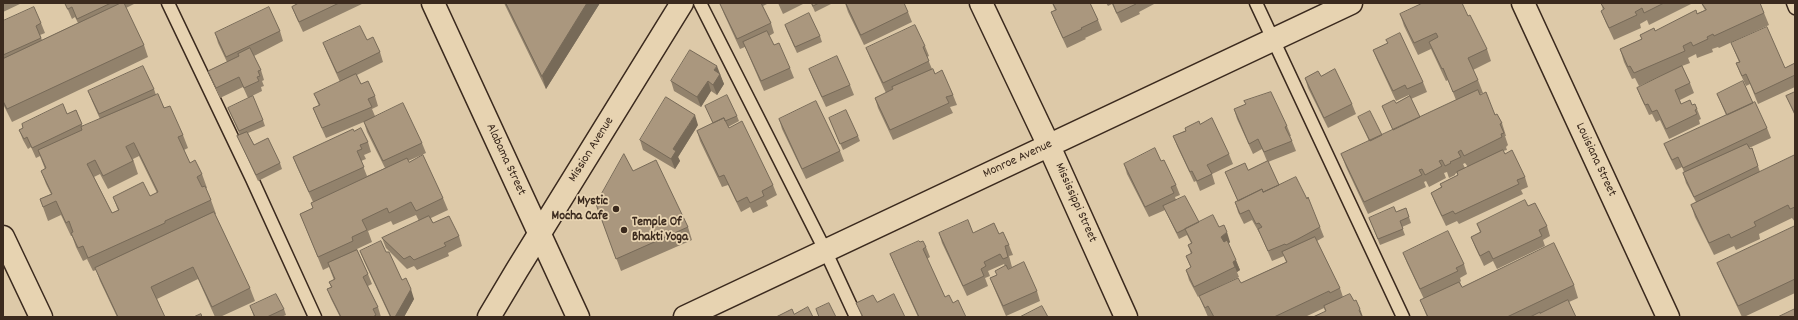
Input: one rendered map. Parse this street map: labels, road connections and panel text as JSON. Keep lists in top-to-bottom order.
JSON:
{
  "streets": {
    "street": [
      "Mission Avenue",
      "Alabama Street",
      "Monroe Avenue",
      "Louisiana Street",
      "Mississippi Street"
    ]
  },
  "crossings": [
    ["Mission Avenue", "Alabama Street"],
    ["Monroe Avenue", "Mississippi Street"]
  ],
  "places": ["Mystic Mocha Cafe", "Temple Of Bhakti Yoga"]
}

┄┄┄┄┄┄┄┄┄┄

» The problem
Please copy the data shown above precisely, leaving the images out.

» Task result
Input: one rendered map. Parse this street map: labels, road connections and panel text as JSON. Keep lists in top-to-bottom order.
JSON:
{
  "streets": {
    "street": [
      "Mission Avenue",
      "Alabama Street",
      "Monroe Avenue",
      "Louisiana Street",
      "Mississippi Street"
    ]
  },
  "crossings": [
    ["Mission Avenue", "Alabama Street"],
    ["Monroe Avenue", "Mississippi Street"]
  ],
  "places": ["Mystic Mocha Cafe", "Temple Of Bhakti Yoga"]
}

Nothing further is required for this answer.